The Nov. 4 summit, called The Just-Us INDABA, will also include a host of speakers, including the co-founder of the Black Coalition for Safe Motherhood, members of a worker-owned social justice education cooperative and more. Local jazz musician Alva Anderson and Wona Womalan, a West African instrumental dance group, will perform during the event. 

The summit will include several healing stations through somatic practices, like massage and community breathwork, Troy-Frazier said. “Traditional systems that harmed us are not going to heal us fully,” so it’s really about the power of showing up for each other, she added. 

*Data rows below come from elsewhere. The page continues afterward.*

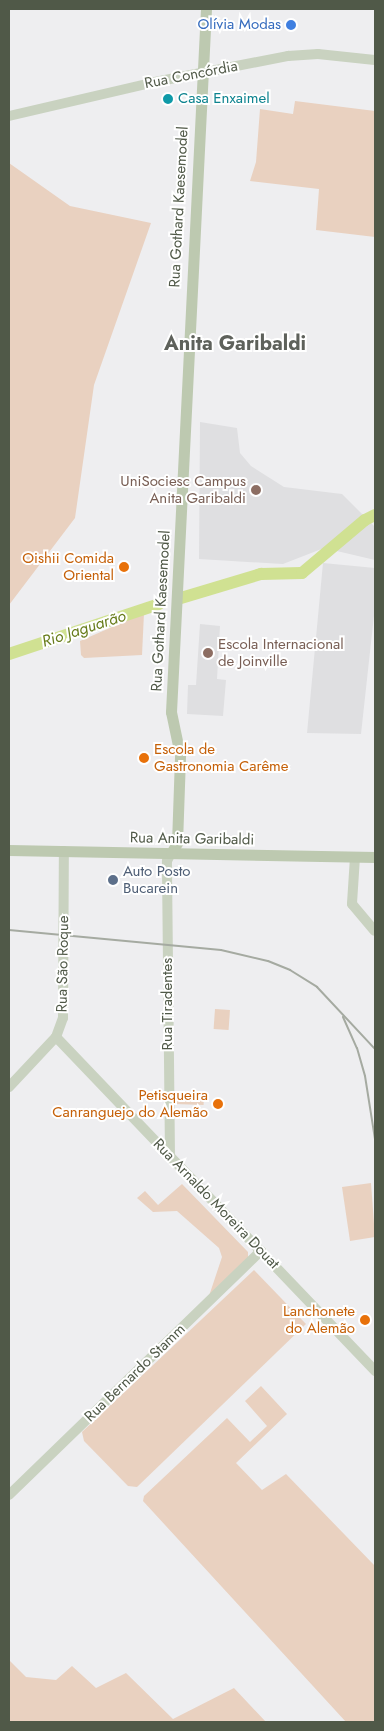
<!DOCTYPE html>
<html>
<head>
<meta charset="utf-8">
<style>
  body { margin:0 }
  #map { position:relative; width:384px; height:1731px; overflow:hidden; background:#eeeef0; font-family:Jost,sans-serif }
  div>[style] { position:absolute }
  .education>* { inset:0; background:#dfdfe1 }
  .green>* { inset:0; background:#e9d1c0; transform-origin:0 0 }
  .river>* { height:12px; margin:-6px; padding:0 6px; transform-origin:6px; border-radius:6px; background:#d0e192 }
  .secondary>* { height:10px; margin:-5px; padding:0 5px; transform-origin:5px; border-radius:5px; background:#c9d2c0 }
  .primary>* { height:11px; margin:-5.5px; padding:0 5.5px; transform-origin:5.5px; border-radius:5.5px; background:#bdc9b0 }
  .rail>* { height:2px; margin:-1px; padding:0 1px; transform-origin:1px; border-radius:1px; background:#a5aaa1 }
  .dots>* { width:14px; height:14px; translate:-50% -50%; box-sizing:border-box; border:2px solid #fff; border-radius:50% }
  span { translate:-50% -50%; white-space:nowrap; text-align:center; line-height:1.15; -webkit-text-stroke:4px #fff; paint-order:stroke }
  .shop-label { font-size:15px; color:#366cbe }
  .right { translate:-100% -50%; text-align:right }
  .street-label { font-size:15px; color:#505948 }
  .culture-label { font-size:15px; color:#0d838f }
  .left { translate:0 -50%; text-align:left }
  .education-label { font-size:15px; color:#785e54 }
  .food-label { font-size:15px; color:#c56008 }
  .service-label { font-size:15px; color:#4e5e75 }
  .water-label { font-size:16px; color:#677c1b; font-style:italic }
  .district-label { font-size:20px; color:#5e615b; font-weight:700 }
  .frame { position:absolute; inset:0; border:10px solid #505948; pointer-events:none }
</style>
</head>
<body>
<div id="map">
  <div class="education">
    <div style="clip-path:polygon(200px 422px,237px 428px,240px 453px,251px 466px,284px 487px,342px 494px,375px 527px,375px 560px,324px 548px,283px 564px,199px 559px)"></div>
    <div style="clip-path:polygon(323px 563px,375px 568px,375px 606px,361px 734px,307px 733px)"></div>
    <div style="clip-path:polygon(200px 624px,220px 626px,217px 679px,226px 680px,223px 716px,187px 714px,188px 685px,196px 685px)"></div>
  </div>
  <div class="green">
    <div style="clip-path:polygon(295px 101px,375px 111px,375px 237px,316px 230px,319px 189px,250px 181px,256px 162px,260px 109px,293px 114px)"></div>
    <div style="clip-path:polygon(9px 163px,70px 206px,151px 223px,94px 385px,75px 518px,9px 605px)"></div>
    <div style="clip-path:polygon(144px 613px,142px 655px,84px 658px,81px 655px,80px 641px)"></div>
    <div style="left:215px;top:1009px;width:15px;height:20px;rotate:4deg"></div>
    <div style="left:175px;top:1092px;width:29px;height:12px;rotate:2deg"></div>
    <div style="clip-path:polygon(371px 1183px,375px 1237px,350px 1241px,342px 1187px)"></div>
    <div style="clip-path:polygon(182px 1184px,248px 1252px,248px 1258px,209px 1296px,222px 1257px,219px 1248px,177px 1211px,153px 1212px,137px 1198px,145px 1191px,158px 1205px)"></div>
    <div style="clip-path:polygon(254px 1270px,306px 1324px,137px 1487px,128px 1486px,84px 1441px,82px 1432px)"></div>
    <div style="clip-path:polygon(261px 1386px,287px 1414px,236px 1463px,262px 1490px,286px 1474px,375px 1566px,375px 1722px,346px 1722px,143px 1501px,144px 1496px,227px 1418px,250px 1442px,267px 1426px,245px 1401px)"></div>
    <div style="clip-path:polygon(9px 1660px,26px 1677px,56px 1680px,72px 1666px,96px 1688px,126px 1673px,173px 1719px,234px 1688px,266px 1722px,9px 1722px)"></div>
  </div>
  <div class="river">
    <div style="left:181px;top:598px;width:84px;rotate:-16.7deg"></div>
    <div style="left:261px;top:574px;width:41px;rotate:-1.4deg"></div>
    <div style="left:302px;top:573px;width:82px;rotate:-40.1deg"></div>
    <div style="left:365px;top:520px;width:11px;rotate:-27deg"></div>
    <div style="left:9px;top:654px;width:158px;rotate:-18.4deg"></div>
  </div>
  <div class="secondary">
    <div style="left:9px;top:116px;width:150px;rotate:-13.1deg"></div>
    <div style="left:155px;top:82px;width:136px;rotate:-11.1deg"></div>
    <div style="left:288px;top:56px;width:30px;rotate:-4deg"></div>
    <div style="left:318px;top:54px;width:57px;rotate:6deg"></div>
    <div style="left:355px;top:857px;width:47px;rotate:93.7deg"></div>
    <div style="left:352px;top:904px;width:35px;rotate:50deg"></div>
    <div style="left:56px;top:1037px;width:462px;rotate:46.3deg"></div>
    <div style="left:9px;top:1087px;width:69px;rotate:-46.8deg"></div>
    <div style="left:56px;top:1037px;width:20px;rotate:-70deg"></div>
    <div style="left:63px;top:1018px;width:167px;rotate:-89.7deg"></div>
    <div style="left:170px;top:1156px;width:295px;rotate:-90.6deg"></div>
    <div style="left:167px;top:861px;width:9px;rotate:-63deg"></div>
    <div style="left:9px;top:1495px;width:351px;rotate:-44.1deg"></div>
  </div>
  <div class="primary">
    <div style="left:9px;top:850px;width:366px;rotate:1.1deg"></div>
    <div style="left:171px;top:853px;width:12px;rotate:-59deg"></div>
    <div style="left:177px;top:843px;width:88px;rotate:-88deg"></div>
    <div style="left:180px;top:755px;width:44px;rotate:-101.8deg"></div>
    <div style="left:171px;top:712px;width:704px;rotate:-87.15deg"></div>
  </div>
  <div class="rail">
    <div style="left:9px;top:930px;width:213px;rotate:5.4deg"></div>
    <div style="left:221px;top:950px;width:48px;rotate:13.2deg"></div>
    <div style="left:268px;top:961px;width:24px;rotate:22deg"></div>
    <div style="left:290px;top:970px;width:32px;rotate:32deg"></div>
    <div style="left:317px;top:987px;width:85px;rotate:46.9deg"></div>
    <div style="left:343px;top:1017px;width:34px;rotate:66deg"></div>
    <div style="left:357px;top:1048px;width:29px;rotate:74deg"></div>
    <div style="left:365px;top:1076px;width:64px;rotate:81deg"></div>
  </div>
  <div class="dots">
    <div style="left:291px;top:25px;background:#3f7fe0"></div>
    <div style="left:168px;top:99px;background:#0f9aa8"></div>
    <div style="left:256px;top:490px;background:#8d6e63"></div>
    <div style="left:124px;top:567px;background:#e8710a"></div>
    <div style="left:208px;top:653px;background:#8d6e63"></div>
    <div style="left:144px;top:758px;background:#e8710a"></div>
    <div style="left:113px;top:880px;background:#5c6f8a"></div>
    <div style="left:218px;top:1104px;background:#e8710a"></div>
    <div style="left:365px;top:1320px;background:#e8710a"></div>
  </div>
  <div class="shop-label">
    <span class="right" style="left:281px;top:25px">Olívia Modas</span>
  </div>
  <div class="street-label">
    <span style="left:191px;top:75px;rotate:-11deg">Rua Concórdia</span>
    <span style="left:179px;top:207px;rotate:-87deg">Rua Gothard Kaesemodel</span>
    <span style="left:161px;top:611px;rotate:-87deg">Rua Gothard Kaesemodel</span>
    <span style="left:192px;top:839px;rotate:1deg">Rua Anita Garibaldi</span>
    <span style="left:63px;top:964px;rotate:-89deg">Rua São Roque</span>
    <span style="left:168px;top:1004px;rotate:-90deg">Rua Tiradentes</span>
    <span style="left:216px;top:1204px;rotate:46deg">Rua Arnaldo Moreira Douat</span>
    <span style="left:135px;top:1373px;rotate:-44deg">Rua Bernardo Stamm</span>
  </div>
  <div class="culture-label">
    <span class="left" style="left:178px;top:99px">Casa Enxaimel</span>
  </div>
  <div class="education-label">
    <span class="right" style="left:246px;top:490px">UniSociesc Campus<br>Anita Garibaldi</span>
    <span class="left" style="left:218px;top:653px">Escola Internacional<br>de Joinville</span>
  </div>
  <div class="food-label">
    <span class="right" style="left:114px;top:567px">Oishii Comida<br>Oriental</span>
    <span class="left" style="left:154px;top:758px">Escola de<br>Gastronomia Carême</span>
    <span class="right" style="left:208px;top:1104px">Petisqueira<br>Canranguejo do Alemão</span>
    <span class="right" style="left:355px;top:1320px">Lanchonete<br>do Alemão</span>
  </div>
  <div class="service-label">
    <span class="left" style="left:123px;top:880px">Auto Posto<br>Bucarein</span>
  </div>
  <div class="water-label">
    <span style="left:84px;top:629px;rotate:-18deg">Rio Jaguarão</span>
  </div>
  <div class="district-label">
    <span style="left:235px;top:343px">Anita Garibaldi</span>
  </div>
  <div class="frame"></div>
</div>
</body>
</html>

Troy-Frazier said the event also aims to build a coalition which will “collectively disrupt the systems that are harming young children and pregnant and birthing people, particularly Black and indigenous communities.” 

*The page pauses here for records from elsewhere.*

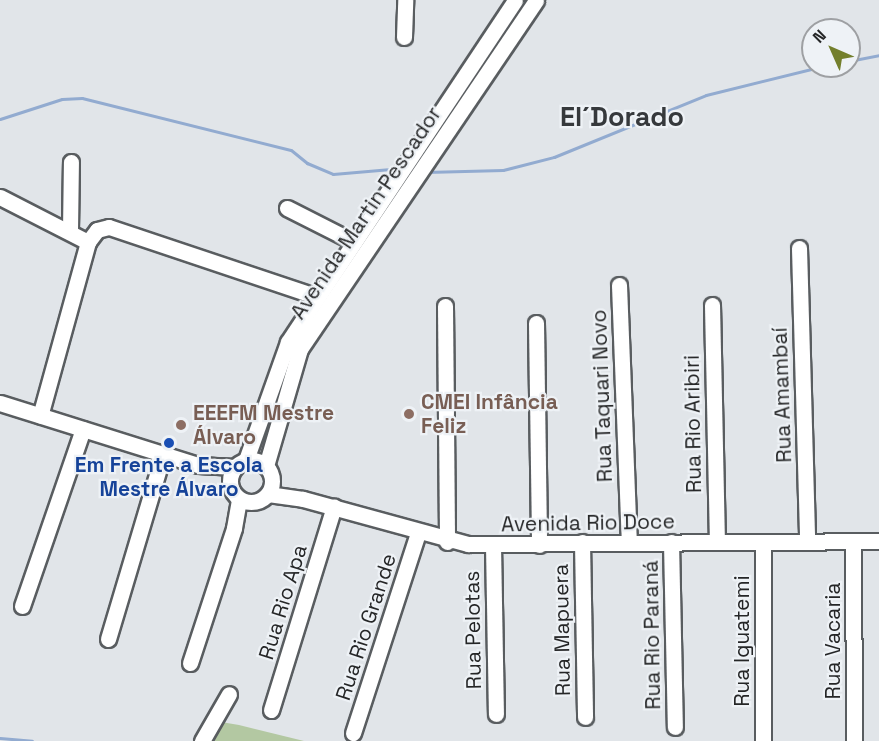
<!DOCTYPE html>
<meta charset="utf-8">
<style>
body{margin:0}
#map{position:relative;width:879px;height:741px;overflow:hidden;background:#e1e5e9;font-family:"Space Grotesk",sans-serif}
div>[style]{position:absolute}
[style*='--x']{left:calc(var(--x)*1px);top:calc(var(--y)*1px);width:calc(var(--w)*1px);rotate:calc(var(--a)*1deg)}
.green>*{inset:0;background:#b3c8a2}
.stream>*{height:3px;margin:-1.5px;padding:0 1.5px;transform-origin:1.5px;border-radius:1.5px;background:#92abd0}
.roads{filter:drop-shadow(2px 0 #595d60) drop-shadow(-2px 0 #595d60) drop-shadow(0 2px #595d60) drop-shadow(0 -2px #595d60)}
.minor>*{height:15px;margin:-7.5px;padding:0 7.5px;transform-origin:7.5px;border-radius:7.5px;background:#fff}
.minor>.ring{margin:-7.5px;padding:0;box-sizing:content-box;background:none;border:15px solid #fff;border-radius:50%}
.dots>*{width:16px;height:16px;translate:-50% -50%;box-sizing:border-box;border:3px solid #eef2f6;border-radius:50%}
span{translate:-50% -50%;white-space:nowrap;text-align:center;line-height:1.15;-webkit-text-stroke:4.5px #eef2f6;paint-order:stroke}
.street-label{font-size:21px;color:#252627}
.education-label{font-size:21px;color:#785e54;font-weight:700}
.left{translate:0 -50%;text-align:left}
.transit-label{font-size:21px;color:#164399;font-weight:700}
.district-label{font-size:27px;color:#36393c;font-weight:700}
.north{position:absolute;left:801px;top:18px;width:60px;height:60px;box-sizing:border-box;background:#eef2f6;border:2px solid #9ea0a3;border-radius:50%;rotate:315deg;font-size:16px;font-weight:700;line-height:24px;text-align:center;color:#252627}
.north::after{content:'';display:block;margin:auto;width:21px;height:27px;background:#737f2c;clip-path:polygon(50% 0,100% 100%,50% 72%,0 100%)}
</style>
<div id="map">
<div class="green">
<i style="clip-path:polygon(221px 722px,239px 725px,304px 741px,213px 741px)"></i>
</div>
<div class="stream">
<i style="--x:849;--y:61;--w:31;--a:-11"></i>
<i style="--x:0;--y:119;--w:65;--a:-17.9"></i>
<i style="--x:62;--y:99;--w:20;--a:-3"></i>
<i style="--x:82;--y:98;--w:215;--a:14"></i>
<i style="--x:291;--y:150;--w:21;--a:39"></i>
<i style="--x:307;--y:163;--w:28;--a:23"></i>
<i style="--x:333;--y:174;--w:58;--a:-4.9"></i>
<i style="--x:426;--y:172;--w:77;--a:-1.5"></i>
<i style="--x:503;--y:170;--w:53;--a:-14.3"></i>
<i style="--x:554;--y:157;--w:164;--a:-22.2"></i>
<i style="--x:706;--y:95;--w:121;--a:-13.9"></i>
<i style="--x:0;--y:738;--w:32;--a:5"></i>
</div>
<div class="roads">
<div class="minor">
<i style="--x:404;--y:37;--w:37;--a:-88"></i>
<i style="--x:0;--y:197;--w:99;--a:27.1"></i>
<i style="--x:88;--y:242;--w:180;--a:105.4"></i>
<i style="--x:287;--y:208;--w:75;--a:26.9"></i>
<i style="--x:70;--y:230;--w:68;--a:-89.2"></i>
<i style="--x:88;--y:242;--w:15;--a:-53"></i>
<i style="--x:97;--y:230;--w:12;--a:-14"></i>
<i style="--x:109;--y:227;--w:220;--a:18.5"></i>
<i style="--x:799;--y:248;--w:294;--a:88.4"></i>
<i style="--x:619;--y:285;--w:257;--a:87.8"></i>
<i style="--x:712;--y:305;--w:237;--a:88.8"></i>
<i style="--x:445;--y:306;--w:236;--a:89.5"></i>
<i style="--x:536;--y:323;--w:222;--a:89.2"></i>
<i style="--x:0;--y:403;--w:207;--a:17.4"></i>
<i style="--x:198;--y:465;--w:37;--a:3"></i>
<i class="ring" style="left:230px;top:460px;width:27px;height:27px"></i>
<i style="--x:246;--y:460;--w:125;--a:-70.4"></i>
<i style="--x:288;--y:342;--w:410;--a:-56.4"></i>
<i style="--x:266;--y:466;--w:122;--a:-73.8"></i>
<i style="--x:300;--y:349;--w:421;--a:-55.9"></i>
<i style="--x:268;--y:494;--w:35;--a:8"></i>
<i style="--x:303;--y:499;--w:171;--a:15.3"></i>
<i style="--x:468;--y:544;--w:411;--a:-0.4"></i>
<i style="--x:582;--y:542;--w:175;--a:89"></i>
<i style="--x:671;--y:542;--w:185;--a:88.8"></i>
<i style="--x:853;--y:542;--w:199;--a:89.7"></i>
<i style="--x:493;--y:545;--w:169;--a:89"></i>
<i style="--x:22;--y:606;--w:187;--a:-71"></i>
<i style="--x:108;--y:639;--w:192;--a:-73.4"></i>
<i style="--x:190;--y:663;--w:142;--a:-71.9"></i>
<i style="--x:234;--y:528;--w:29;--a:-80"></i>
<i style="--x:271;--y:710;--w:213;--a:-72.8"></i>
<i style="--x:353;--y:733;--w:210;--a:-72"></i>
<i style="--x:202;--y:741;--w:54;--a:-60.1"></i>
<i style="--x:763;--y:741;--w:199;--a:-90"></i>
</div>
</div>
<div class="dots">
<i style="left:409px;top:414px;background:#8d6e63"></i>
<i style="left:181px;top:425px;background:#8d6e63"></i>
<i style="left:169px;top:443px;background:#1a4fb4"></i>
</div>
<div class="street-label">
<span style="left:366px;top:213px;rotate:-56deg">Avenida Martin Pescador</span>
<span style="left:782px;top:395px;rotate:-92deg">Rua Amambaí</span>
<span style="left:602px;top:396px;rotate:-92deg">Rua Taquari Novo</span>
<span style="left:693px;top:424px;rotate:-91deg">Rua Rio Aribiri</span>
<span style="left:588px;top:523px;rotate:-1deg">Avenida Rio Doce</span>
<span style="left:283px;top:602px;rotate:-73deg">Rua Rio Apa</span>
<span style="left:366px;top:627px;rotate:-72deg">Rua Rio Grande</span>
<span style="left:473px;top:630px;rotate:-91deg">Rua Pelotas</span>
<span style="left:562px;top:630px;rotate:-91deg">Rua Mapuera</span>
<span style="left:652px;top:635px;rotate:-91deg">Rua Rio Paraná</span>
<span style="left:742px;top:641px;rotate:-90deg">Rua Iguatemi</span>
<span style="left:833px;top:641px;rotate:-90deg">Rua Vacaria</span>
</div>
<div class="education-label">
<span class="left" style="left:421px;top:414px">CMEI Infância<br>Feliz</span>
<span class="left" style="left:193px;top:425px">EEEFM Mestre<br>Álvaro</span>
</div>
<div class="transit-label">
<span style="left:169px;top:477px">Em Frente a Escola<br>Mestre Álvaro</span>
</div>
<div class="district-label">
<span style="left:622px;top:117px">El´Dorado</span>
</div>
<div class="north">N</div>
</div>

An S.C. Department of Health and Environmental Control’s 2023 Infant Mortality Report confirmed the scope of this impact: It found a nearly 40% increase in infant mortality rates since 2017 “for infants born to non-Hispanic Black mothers.” 

But Troy-Frazier said the summit isn’t about listing alarming statistics — it’s about helping pregnant and birthing people access healthcare resources and tap into their intergenerational wisdom. 

“The perinatal period…is what we bring into our lives. And that stays with us,” she said.